There were 691 households, out of which 25.0% had children under the age of 18 living with them, 51.1% were married couples living together, 8.1% had a female householder with no husband present, and 38.9% were non-families. 33.1% of all households were made up of individuals, and 21.4% had someone living alone who was 65 years of age or older. The average household size was 2.28 and the average family size was 2.95.

Age spread: 23.0% under the age of 18, 7.4% from 18 to 24, 23.2% from 25 to 44, 19.8% from 45 to 64, and 26.7% who were 65 years of age or older. The median age was 42 years. For every 100 females, there were 84.1 males. For every 100 females age 18 and over, there were 79.6 males.

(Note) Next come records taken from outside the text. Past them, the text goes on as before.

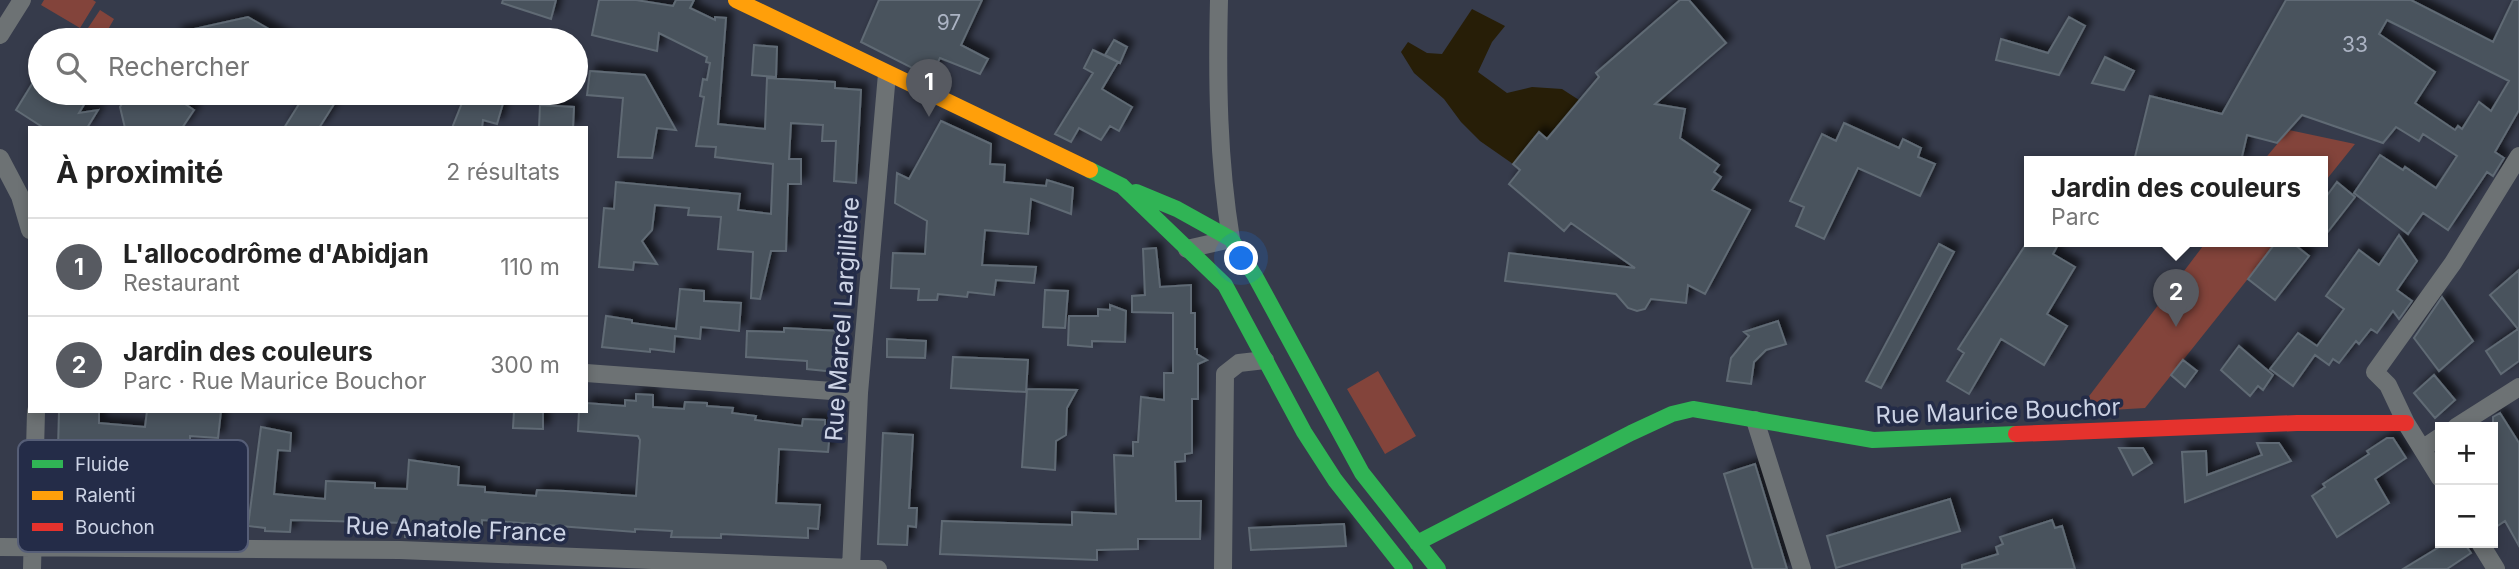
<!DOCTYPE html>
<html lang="fr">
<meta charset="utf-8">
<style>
:root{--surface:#fff;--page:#f2f2f2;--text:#222;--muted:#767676;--line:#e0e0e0;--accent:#575a61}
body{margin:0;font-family:Inter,sans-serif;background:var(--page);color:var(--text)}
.controls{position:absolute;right:21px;bottom:21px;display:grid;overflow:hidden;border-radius:0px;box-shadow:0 4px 10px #0003}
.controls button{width:63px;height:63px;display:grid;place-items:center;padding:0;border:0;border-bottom:2px solid var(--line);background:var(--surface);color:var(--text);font:35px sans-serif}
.you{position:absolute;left:1242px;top:259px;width:24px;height:24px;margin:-18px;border:5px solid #fff;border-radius:50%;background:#1a73e8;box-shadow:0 0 0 10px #1a73e833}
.badge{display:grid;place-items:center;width:46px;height:46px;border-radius:50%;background:var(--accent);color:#fff;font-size:23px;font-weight:700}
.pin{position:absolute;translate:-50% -58px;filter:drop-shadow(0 2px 4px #0008)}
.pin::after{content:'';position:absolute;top:37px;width:24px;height:21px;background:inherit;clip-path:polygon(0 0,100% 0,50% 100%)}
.popup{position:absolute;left:2024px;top:156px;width:304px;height:91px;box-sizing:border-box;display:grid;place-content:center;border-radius:0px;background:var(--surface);filter:drop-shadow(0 2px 5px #0005);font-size:23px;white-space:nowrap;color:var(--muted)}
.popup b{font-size:26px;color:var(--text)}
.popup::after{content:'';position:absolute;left:50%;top:100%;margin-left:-14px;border:14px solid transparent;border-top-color:var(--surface)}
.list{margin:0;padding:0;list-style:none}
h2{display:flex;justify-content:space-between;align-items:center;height:91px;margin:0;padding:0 28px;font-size:30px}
h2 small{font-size:23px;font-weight:400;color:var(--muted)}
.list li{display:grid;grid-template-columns:46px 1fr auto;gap:21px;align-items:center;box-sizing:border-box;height:98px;padding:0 28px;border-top:2px solid var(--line)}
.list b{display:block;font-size:26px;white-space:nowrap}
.list p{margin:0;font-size:23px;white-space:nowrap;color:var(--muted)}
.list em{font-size:23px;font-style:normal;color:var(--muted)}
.icon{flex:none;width:38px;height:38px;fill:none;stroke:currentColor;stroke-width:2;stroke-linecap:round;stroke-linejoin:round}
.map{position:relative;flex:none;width:2519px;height:569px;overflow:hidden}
.search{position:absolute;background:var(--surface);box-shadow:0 4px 10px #0003;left:28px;top:28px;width:560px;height:77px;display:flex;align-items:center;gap:18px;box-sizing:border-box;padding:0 24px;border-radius:38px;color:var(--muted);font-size:26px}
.panel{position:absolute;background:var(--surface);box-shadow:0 4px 10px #0003;left:28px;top:126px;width:560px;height:287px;border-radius:0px}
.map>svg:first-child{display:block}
.green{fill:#83443b}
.water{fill:#271e07}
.building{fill:#49535d;stroke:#606b74;stroke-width:2;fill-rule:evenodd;filter:url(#shadow)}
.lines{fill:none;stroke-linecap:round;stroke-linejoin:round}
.street{stroke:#6d7274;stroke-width:18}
.fast{stroke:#30b455;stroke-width:16}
.slow{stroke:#ff9f0a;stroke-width:16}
.jam{stroke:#e5322d;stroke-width:16}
.labels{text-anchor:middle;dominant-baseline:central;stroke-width:7;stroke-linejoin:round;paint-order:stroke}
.number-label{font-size:21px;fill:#abb3c3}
.street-label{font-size:24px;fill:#ccd3e5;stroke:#242c48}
.key{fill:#242c48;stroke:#565e77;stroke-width:2}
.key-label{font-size:19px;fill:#ccd3e5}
</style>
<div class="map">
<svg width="2519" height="569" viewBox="0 0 2519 569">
<defs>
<filter id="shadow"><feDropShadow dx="6" dy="-6" stdDeviation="3.5" flood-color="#0009"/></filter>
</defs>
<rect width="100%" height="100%" fill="#363b4b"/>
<path class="green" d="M44,0H93L96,2L80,28L41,5Z
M100,10L114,19L102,40L86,31Z
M2289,130L2355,144L2323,184V161H2263Z
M2217,241H2278L2145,408L2077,412L2203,246Z
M1378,371L1416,436L1385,454L1347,389Z"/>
<path class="water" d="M1472,9L1505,26L1492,42L1478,72L1507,93L1532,87L1562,89L1579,100L1547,139L1539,133L1513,164L1480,141L1461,122L1444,99L1414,73L1401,52L1408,42L1427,53L1442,54Z"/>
<path class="building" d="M503,0H556L551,19L502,3Z
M599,0H636L673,6L676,0H694L690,8L715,20V17L726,18L718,124L765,129L767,78L835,82V88L861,90L856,183L834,181L836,141H822L823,125L791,123L789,159H801V184H788L786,251H771L760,299L751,298L753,252L718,249L721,217L688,215L689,208L655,205L652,230L642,241L657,264L634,262L633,270L599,267L604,208L614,209L616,182L740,194L738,210L771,214L773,164L715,157L716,147L696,146L704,97L700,96L703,79L707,80L710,63L706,62L707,57L659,33L657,51L592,35Z
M879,0H982L961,45L988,59L980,74L940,58L930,77L861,42Z
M1680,0H1689L1726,43L1655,104L1685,109L1680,138L1719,165L1714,172L1721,177L1712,190L1750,210L1705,294L1688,285L1686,303L1651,299L1645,309L1637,311L1628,308L1616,294L1505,281L1509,253L1635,268L1571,223L1564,231L1509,184L1520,170L1513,164L1539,132L1547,139L1599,77L1596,73Z
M2286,0H2411L2493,42L2513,0H2519V110L2495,152L2504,158L2493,176L2487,172L2448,230L2423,213L2408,234L2354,193L2380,155L2403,170L2405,167L2436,188L2457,156L2423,134L2419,141L2396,127L2383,143L2302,115L2277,143L2247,135L2241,161H2134L2150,96L2222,114ZM2387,20L2509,81L2491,111L2479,102L2462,129L2458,126L2455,130L2415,103L2435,72L2379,34Z
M248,17L288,40H177L176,33Z
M2069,17L2085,26L2059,75L1996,60L2001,39L2048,53Z
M1114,40L1127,47L1120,63L1105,55Z
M754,45L777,47L776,77L752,75Z
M1093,50L1118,62L1102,89L1132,107L1119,131L1110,126L1101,140L1079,128L1071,142L1055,134L1093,73L1084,68Z
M2105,57L2134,71L2124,90L2092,83Z
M40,71V93H91L79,113L98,110L87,128H44L16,110Z
M590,71L645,75L676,130L657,128L652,158L618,157L623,98L587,95Z
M129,93H179L176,98L194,110L182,128H125L120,107Z
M306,93H341L319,128H284Z
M466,93H506L497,124L483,120L482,128H452Z
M540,105L574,107L573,128H539Z
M941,121L991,144L990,164L1005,165L1004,182L1046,186L1047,180L1073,188L1071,214L1031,199L1028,234L985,230L982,265L1036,267L1034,283L996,280L994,295L968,292L967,297L938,294L937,300H918L919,289L891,288L893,253L925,254L927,221L895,203L897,173L909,179Z
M1844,123L1899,148L1903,139L1921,148L1918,157L1935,164L1920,196L1858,168L1824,239L1796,226L1804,207L1790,201L1822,134L1836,141Z
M2337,182L2355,197L2323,238V201Z
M2399,235L2417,261L2397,290L2412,301L2399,319L2393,311L2377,333L2371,329L2359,344L2356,341L2339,363L2333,359L2329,365L2315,355L2293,386L2270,369L2298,333L2317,346L2344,309L2326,296L2359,250L2379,265Z
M2028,241H2060L2053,254L2075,267L2047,314L2067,326L2044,365L2001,339L1969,394L1947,381L1964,353L1958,349Z
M2277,241H2290L2309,256L2275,300L2248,279Z
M1939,244L1954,252L1881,388L1866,381Z
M1156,248L1160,287L1191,285V313H1195V349H1197V354L1207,360L1198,364V399H1192V453L1185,454V461L1175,462L1176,501H1201L1200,539H1138V549L1097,550V560L940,554L942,521L1072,525V512L1116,514L1114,455L1133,456V442H1138L1141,397L1164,400V373H1173V313L1132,312V296L1145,295L1143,249Z
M2519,270V361L2501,374L2486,351L2518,329L2490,295Z
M680,289L704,291V301L741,303L739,331L701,327L700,339L675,336L674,352L650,349V352L602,347L606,316L632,320V323L676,329Z
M1045,290L1068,291L1065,328L1043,327Z
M2442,297L2473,341L2439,371L2414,338Z
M1110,305L1126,311L1125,342L1092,341V347L1068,345L1069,316H1098V309L1110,310Z
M1778,321L1786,344L1766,350L1754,362L1751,384L1727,381L1731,358L1749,336L1744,332Z
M784,328L840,331L835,372L807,369V361L746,357L747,331L784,332Z
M887,339L926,341L925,358L887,357Z
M2239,346L2273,375L2263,390L2258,386L2250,396L2221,370Z
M953,357L1028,360L1026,392L951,388Z
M2183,360L2197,371L2185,387L2171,375Z
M2434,375L2455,400L2435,418L2414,393Z
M1027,389L1077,390L1067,408L1066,435L1056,441L1055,470L1022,467Z
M636,394L653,395V407L684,409L685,402L707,403V406L733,408L732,413L756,416L755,420L802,426L803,419L825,420V430L830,431L828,452L779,449L776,503L820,505L818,529L808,528V538L721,534V538L671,537L672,531L635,529V532L482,520V525L471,524L470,530L448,528L447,539L405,537L406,523L291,520L290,532L265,531V528L248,526L261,427L291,433L290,451L278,450L274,494L325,499L326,481L375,483V488L407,489L409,460L459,467L458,485L485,487V492L536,496L537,490L565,491L636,496L640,440L638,436L578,431L579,411H586V403L625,406V400L636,401Z
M59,411H99V423L145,427L147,411H221L218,438L190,436V441L166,440L165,476L222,480L221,511L188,510L187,516L162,515L161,527L56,523Z
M514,411H543V429L513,428Z
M2500,413L2519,443V546L2505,521L2493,529V417Z
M883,433L913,435L909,508H917L916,527L908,526L907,545L878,544Z
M2387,438H2393L2406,458L2375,479L2389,503L2337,537L2312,496L2325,487L2323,484L2369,454L2367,451Z
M2257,443H2279L2291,461L2185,502L2182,452L2206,451L2207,475L2262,455Z
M2119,448H2143L2152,463L2133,475Z
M1755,464L1787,569H1753L1724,474Z
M1950,499L1960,531L1836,568L1827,536Z
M2052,520L2055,528L2062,526L2075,569H1962V565L1998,554L1996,547L2003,544L2000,537Z
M1344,524L1346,546L1251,550L1249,528Z
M2446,543H2464L2471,553L2447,569H2403Z"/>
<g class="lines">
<path class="street" d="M0,35L22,0
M0,158L20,196L30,230
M1187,249L1231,239C1218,159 1217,81 1219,0
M586,373L859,393
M1755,420L1802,569
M2456,427L2519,387
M2422,449L2440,437
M2440,478L2406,423L2388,385L2375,372L2453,263L2519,156
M2480,543L2496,569
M0,547L400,550L878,569
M851,568L859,393L887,74
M32,569L36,411
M1223,569L1225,374L1239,363L1265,360"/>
<path class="fast" d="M1090,170L1122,186L1225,285L1304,432L1335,480L1405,569
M1136,192L1177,209L1231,239L1255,276L1362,473L1438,569
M1417,543L1631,433L1672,414L1693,409L1873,440L2016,434"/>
<path class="slow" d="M736,0L1090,170"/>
<path class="jam" d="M2016,434L2297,423H2406"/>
</g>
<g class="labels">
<g class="number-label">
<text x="949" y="22">97</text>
<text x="2355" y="44">33</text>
</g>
<g class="street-label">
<text transform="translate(842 319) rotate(-86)">Rue Marcel Largillière</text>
<text transform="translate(1998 411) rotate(-2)">Rue Maurice Bouchor</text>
<text transform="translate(456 529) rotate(2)">Rue Anatole France</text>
</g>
</g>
<rect x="18" y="440" width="230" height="112" rx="10" class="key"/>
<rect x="32" y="460" width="31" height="8" fill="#30b455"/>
<rect x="32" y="491" width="31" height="9" fill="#ff9f0a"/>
<rect x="32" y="523" width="31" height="8" fill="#e5322d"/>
<g class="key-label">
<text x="75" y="471">Fluide</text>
<text x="75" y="502">Ralenti</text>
<text x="75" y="534">Bouchon</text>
</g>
</svg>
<div class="controls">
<button>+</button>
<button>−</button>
</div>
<div class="you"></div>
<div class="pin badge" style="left:929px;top:117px">1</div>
<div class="pin badge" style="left:2176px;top:327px">2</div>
<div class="popup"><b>Jardin des couleurs</b>Parc</div>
<div class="search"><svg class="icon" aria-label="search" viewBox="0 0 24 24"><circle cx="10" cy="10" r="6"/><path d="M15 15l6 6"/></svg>Rechercher</div>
<section class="panel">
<h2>À proximité<small>2 résultats</small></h2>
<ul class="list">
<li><span class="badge">1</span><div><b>L'allocodrôme d'Abidjan</b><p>Restaurant</p></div><em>110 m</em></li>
<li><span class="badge">2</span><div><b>Jardin des couleurs</b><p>Parc · Rue Maurice Bouchor</p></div><em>300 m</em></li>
</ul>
</section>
</div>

The median income for a household in the city was $28,125, and the median income for a family was $34,943. Males had a median income of $27,788 versus $18,125 for females. The per capita income for the city was $14,313. About 10.4% of families and 13.7% of the population were below the poverty line, including 21.4% of those under age 18 and 12.2% of those age 65 or over.
==Education==
It is within the Bedford Community School District.

==Notable people==
- James P. Flick (1845–1929), U.S. representative from Iowa

==See also==
- Lenox Round Barn, part of the Taylor County Historical Museum and listed on the National Register of Historic Places.